Directions for this task:
Retype, without any change, the first line of the records and every line after it through the one containing "M0 240 155 562".

(Recorded data)
# # # #
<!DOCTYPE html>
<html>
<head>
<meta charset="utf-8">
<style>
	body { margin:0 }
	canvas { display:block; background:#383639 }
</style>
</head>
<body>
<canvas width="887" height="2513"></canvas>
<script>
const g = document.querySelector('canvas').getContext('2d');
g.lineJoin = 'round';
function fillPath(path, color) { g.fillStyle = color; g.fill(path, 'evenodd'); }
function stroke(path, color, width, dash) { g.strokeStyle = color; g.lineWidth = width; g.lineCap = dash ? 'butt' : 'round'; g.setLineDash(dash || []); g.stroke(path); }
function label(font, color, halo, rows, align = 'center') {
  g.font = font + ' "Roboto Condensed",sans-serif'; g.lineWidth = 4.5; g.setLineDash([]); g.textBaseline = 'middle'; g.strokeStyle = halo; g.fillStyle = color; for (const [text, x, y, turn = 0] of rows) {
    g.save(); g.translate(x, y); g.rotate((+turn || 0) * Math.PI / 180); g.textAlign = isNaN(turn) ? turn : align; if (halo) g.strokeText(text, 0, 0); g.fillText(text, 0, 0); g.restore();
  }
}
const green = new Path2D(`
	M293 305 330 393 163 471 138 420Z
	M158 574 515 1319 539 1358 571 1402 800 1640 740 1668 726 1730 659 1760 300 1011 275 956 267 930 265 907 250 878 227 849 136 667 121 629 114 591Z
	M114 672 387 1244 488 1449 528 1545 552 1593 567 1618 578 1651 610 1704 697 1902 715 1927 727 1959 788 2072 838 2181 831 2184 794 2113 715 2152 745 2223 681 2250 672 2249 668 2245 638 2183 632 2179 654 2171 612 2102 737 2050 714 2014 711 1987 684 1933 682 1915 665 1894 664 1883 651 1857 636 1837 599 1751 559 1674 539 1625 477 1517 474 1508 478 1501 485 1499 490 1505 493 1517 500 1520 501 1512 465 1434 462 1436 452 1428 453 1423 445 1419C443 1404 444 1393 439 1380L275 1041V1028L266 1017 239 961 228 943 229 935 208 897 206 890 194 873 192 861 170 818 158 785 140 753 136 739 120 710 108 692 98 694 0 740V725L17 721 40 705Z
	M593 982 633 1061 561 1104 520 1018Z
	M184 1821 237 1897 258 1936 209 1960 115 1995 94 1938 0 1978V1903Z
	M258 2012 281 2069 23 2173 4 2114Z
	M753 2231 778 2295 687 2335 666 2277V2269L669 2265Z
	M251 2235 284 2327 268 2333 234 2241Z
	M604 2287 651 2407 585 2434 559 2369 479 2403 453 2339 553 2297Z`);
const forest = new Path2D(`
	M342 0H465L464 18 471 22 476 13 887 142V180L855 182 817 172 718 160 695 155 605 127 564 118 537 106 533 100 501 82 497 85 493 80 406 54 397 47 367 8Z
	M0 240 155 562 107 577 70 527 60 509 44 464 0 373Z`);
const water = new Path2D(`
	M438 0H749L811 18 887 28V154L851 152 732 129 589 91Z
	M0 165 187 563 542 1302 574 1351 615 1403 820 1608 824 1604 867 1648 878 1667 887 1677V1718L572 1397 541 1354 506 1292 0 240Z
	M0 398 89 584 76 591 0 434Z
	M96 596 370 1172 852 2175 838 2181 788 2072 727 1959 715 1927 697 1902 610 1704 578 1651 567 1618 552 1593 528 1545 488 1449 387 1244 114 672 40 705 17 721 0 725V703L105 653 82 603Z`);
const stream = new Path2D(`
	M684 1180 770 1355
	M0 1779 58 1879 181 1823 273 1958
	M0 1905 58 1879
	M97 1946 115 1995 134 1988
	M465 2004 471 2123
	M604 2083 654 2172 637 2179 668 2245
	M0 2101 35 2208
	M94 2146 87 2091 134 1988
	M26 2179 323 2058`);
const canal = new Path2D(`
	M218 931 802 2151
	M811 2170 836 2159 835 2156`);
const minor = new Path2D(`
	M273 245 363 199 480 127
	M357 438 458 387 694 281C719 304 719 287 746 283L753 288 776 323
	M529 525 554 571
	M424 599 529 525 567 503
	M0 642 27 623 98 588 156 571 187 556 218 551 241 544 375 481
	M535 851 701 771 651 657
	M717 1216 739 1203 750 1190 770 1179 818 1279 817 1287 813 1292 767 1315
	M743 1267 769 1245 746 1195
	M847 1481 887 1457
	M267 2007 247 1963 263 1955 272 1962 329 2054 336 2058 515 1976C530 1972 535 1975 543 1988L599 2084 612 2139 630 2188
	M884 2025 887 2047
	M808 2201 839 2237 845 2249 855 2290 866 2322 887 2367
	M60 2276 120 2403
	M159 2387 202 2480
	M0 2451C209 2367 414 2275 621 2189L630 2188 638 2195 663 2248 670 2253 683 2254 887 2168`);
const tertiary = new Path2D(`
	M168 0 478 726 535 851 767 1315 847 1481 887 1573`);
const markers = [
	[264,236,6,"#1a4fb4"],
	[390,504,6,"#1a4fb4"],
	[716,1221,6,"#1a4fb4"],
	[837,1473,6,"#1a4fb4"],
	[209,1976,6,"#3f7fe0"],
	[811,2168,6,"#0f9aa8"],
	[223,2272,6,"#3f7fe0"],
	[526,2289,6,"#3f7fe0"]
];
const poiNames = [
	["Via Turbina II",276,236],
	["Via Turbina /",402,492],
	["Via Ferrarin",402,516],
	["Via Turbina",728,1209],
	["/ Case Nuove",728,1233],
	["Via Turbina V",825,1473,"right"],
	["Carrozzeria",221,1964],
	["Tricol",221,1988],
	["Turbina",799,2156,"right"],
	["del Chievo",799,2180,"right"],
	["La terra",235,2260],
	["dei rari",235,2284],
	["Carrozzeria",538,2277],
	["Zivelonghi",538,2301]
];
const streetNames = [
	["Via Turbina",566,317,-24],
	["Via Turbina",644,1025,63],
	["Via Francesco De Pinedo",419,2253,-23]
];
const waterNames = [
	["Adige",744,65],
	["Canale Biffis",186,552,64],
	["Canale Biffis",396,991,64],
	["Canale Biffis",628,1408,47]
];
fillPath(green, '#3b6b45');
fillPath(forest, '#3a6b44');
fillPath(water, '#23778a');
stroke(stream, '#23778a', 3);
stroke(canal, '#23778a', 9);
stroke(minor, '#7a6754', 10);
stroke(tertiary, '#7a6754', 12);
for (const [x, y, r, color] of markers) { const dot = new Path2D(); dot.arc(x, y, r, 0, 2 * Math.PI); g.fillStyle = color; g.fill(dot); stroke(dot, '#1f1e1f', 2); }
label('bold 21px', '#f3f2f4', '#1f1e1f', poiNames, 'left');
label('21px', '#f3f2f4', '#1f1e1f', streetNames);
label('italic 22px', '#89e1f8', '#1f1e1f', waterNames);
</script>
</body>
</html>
# # # #
Answer box:
<!DOCTYPE html>
<html>
<head>
<meta charset="utf-8">
<style>
	body { margin:0 }
	canvas { display:block; background:#383639 }
</style>
</head>
<body>
<canvas width="887" height="2513"></canvas>
<script>
const g = document.querySelector('canvas').getContext('2d');
g.lineJoin = 'round';
function fillPath(path, color) { g.fillStyle = color; g.fill(path, 'evenodd'); }
function stroke(path, color, width, dash) { g.strokeStyle = color; g.lineWidth = width; g.lineCap = dash ? 'butt' : 'round'; g.setLineDash(dash || []); g.stroke(path); }
function label(font, color, halo, rows, align = 'center') {
  g.font = font + ' "Roboto Condensed",sans-serif'; g.lineWidth = 4.5; g.setLineDash([]); g.textBaseline = 'middle'; g.strokeStyle = halo; g.fillStyle = color; for (const [text, x, y, turn = 0] of rows) {
    g.save(); g.translate(x, y); g.rotate((+turn || 0) * Math.PI / 180); g.textAlign = isNaN(turn) ? turn : align; if (halo) g.strokeText(text, 0, 0); g.fillText(text, 0, 0); g.restore();
  }
}
const green = new Path2D(`
	M293 305 330 393 163 471 138 420Z
	M158 574 515 1319 539 1358 571 1402 800 1640 740 1668 726 1730 659 1760 300 1011 275 956 267 930 265 907 250 878 227 849 136 667 121 629 114 591Z
	M114 672 387 1244 488 1449 528 1545 552 1593 567 1618 578 1651 610 1704 697 1902 715 1927 727 1959 788 2072 838 2181 831 2184 794 2113 715 2152 745 2223 681 2250 672 2249 668 2245 638 2183 632 2179 654 2171 612 2102 737 2050 714 2014 711 1987 684 1933 682 1915 665 1894 664 1883 651 1857 636 1837 599 1751 559 1674 539 1625 477 1517 474 1508 478 1501 485 1499 490 1505 493 1517 500 1520 501 1512 465 1434 462 1436 452 1428 453 1423 445 1419C443 1404 444 1393 439 1380L275 1041V1028L266 1017 239 961 228 943 229 935 208 897 206 890 194 873 192 861 170 818 158 785 140 753 136 739 120 710 108 692 98 694 0 740V725L17 721 40 705Z
	M593 982 633 1061 561 1104 520 1018Z
	M184 1821 237 1897 258 1936 209 1960 115 1995 94 1938 0 1978V1903Z
	M258 2012 281 2069 23 2173 4 2114Z
	M753 2231 778 2295 687 2335 666 2277V2269L669 2265Z
	M251 2235 284 2327 268 2333 234 2241Z
	M604 2287 651 2407 585 2434 559 2369 479 2403 453 2339 553 2297Z`);
const forest = new Path2D(`
	M342 0H465L464 18 471 22 476 13 887 142V180L855 182 817 172 718 160 695 155 605 127 564 118 537 106 533 100 501 82 497 85 493 80 406 54 397 47 367 8Z
	M0 240 155 562 107 577 70 527 60 509 44 464 0 373Z`);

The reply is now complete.